General Dynamics Bath Iron Works and Ingalls Shipbuilding are collaborating on detail design of the Flight III upgrade, which should be complete by the summer of 2017, and both have responded to the Navy’s draft request for proposals (RFP) for Fiscal Year 2016 ship construction, DDG-51 program manager Capt. Mark Vandroff told USNI News in a Nov. 12 interview.

The two yards have taken the Navy’s preliminary design for Flight III, which was broken into 17 individual statements of work, and are working together to develop a 3D model of the ship that includes all equipment and distributed systems.

“We always planned to complete that some time in the late summer of 2017 because a ship that’s appropriated in FY ’16 generally spends about a year [procuring materials],” Vandroff said.
“A typical FY ‘16 ship wouldn’t start until the later part of 2017, and we would want the detail design to be done about the same time.”

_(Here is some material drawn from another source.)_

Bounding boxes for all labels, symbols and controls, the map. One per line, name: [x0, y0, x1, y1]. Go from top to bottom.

The air and missile defense radar, Raytheon’s AN/SPY-6, is in the engineering and manufacturing development phase but is on track to be ready in time for ship construction, Vandroff said. The radar development is run out of the Program Executive Office for Integrated Warfare Systems, which has passed information to the shipyards through Vandroff’s office to support the Flight III detail design.

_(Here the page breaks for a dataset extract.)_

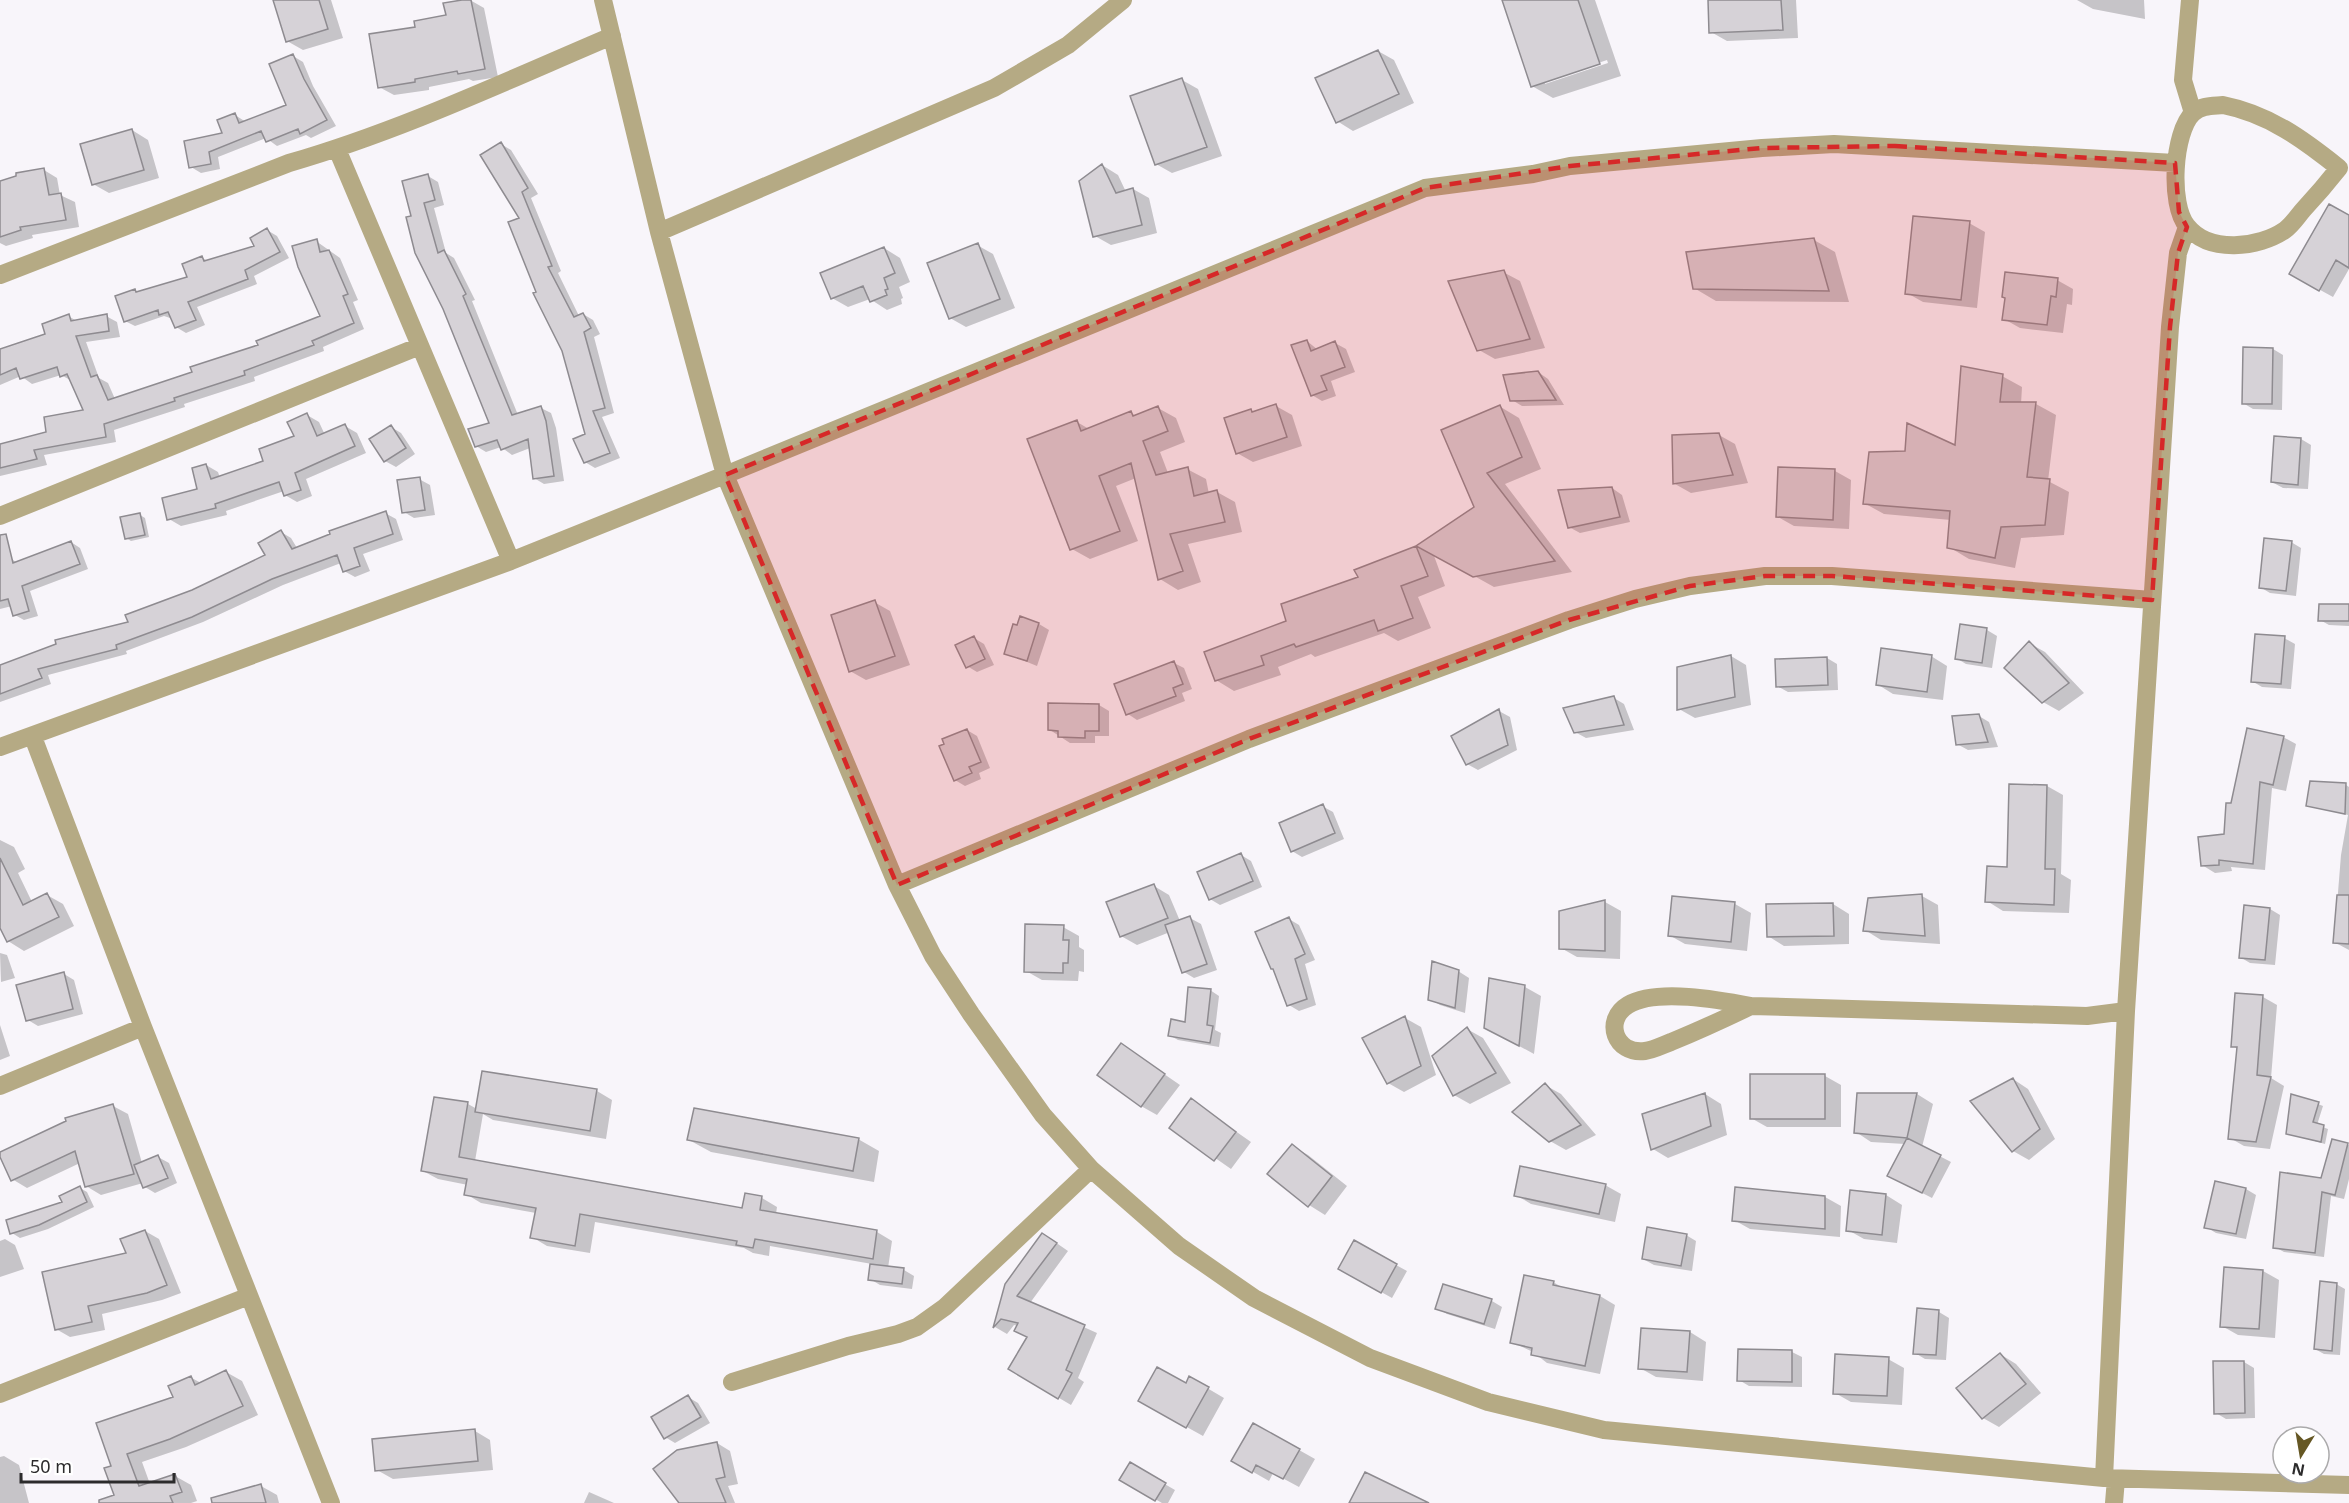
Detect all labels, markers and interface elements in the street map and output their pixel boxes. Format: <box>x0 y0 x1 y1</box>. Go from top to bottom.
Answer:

Virtually all the changes in Flight III support the addition of the SPY-6 radar. Vandroff said the primary requirements for the flight upgrade were to add additional power, cooling and weight margins for the ship’s service life.

“I could put a SPY-6 onto a DDG Flight IIA today with the power plant it has today, and it would work fine,” he said.
“There would be enough power. But there would be no growth margin for a 40-year service life. And if we’re building a new ship, we want to have similar growth margins on the Flight III that we’ve had historically on DDG-51s.”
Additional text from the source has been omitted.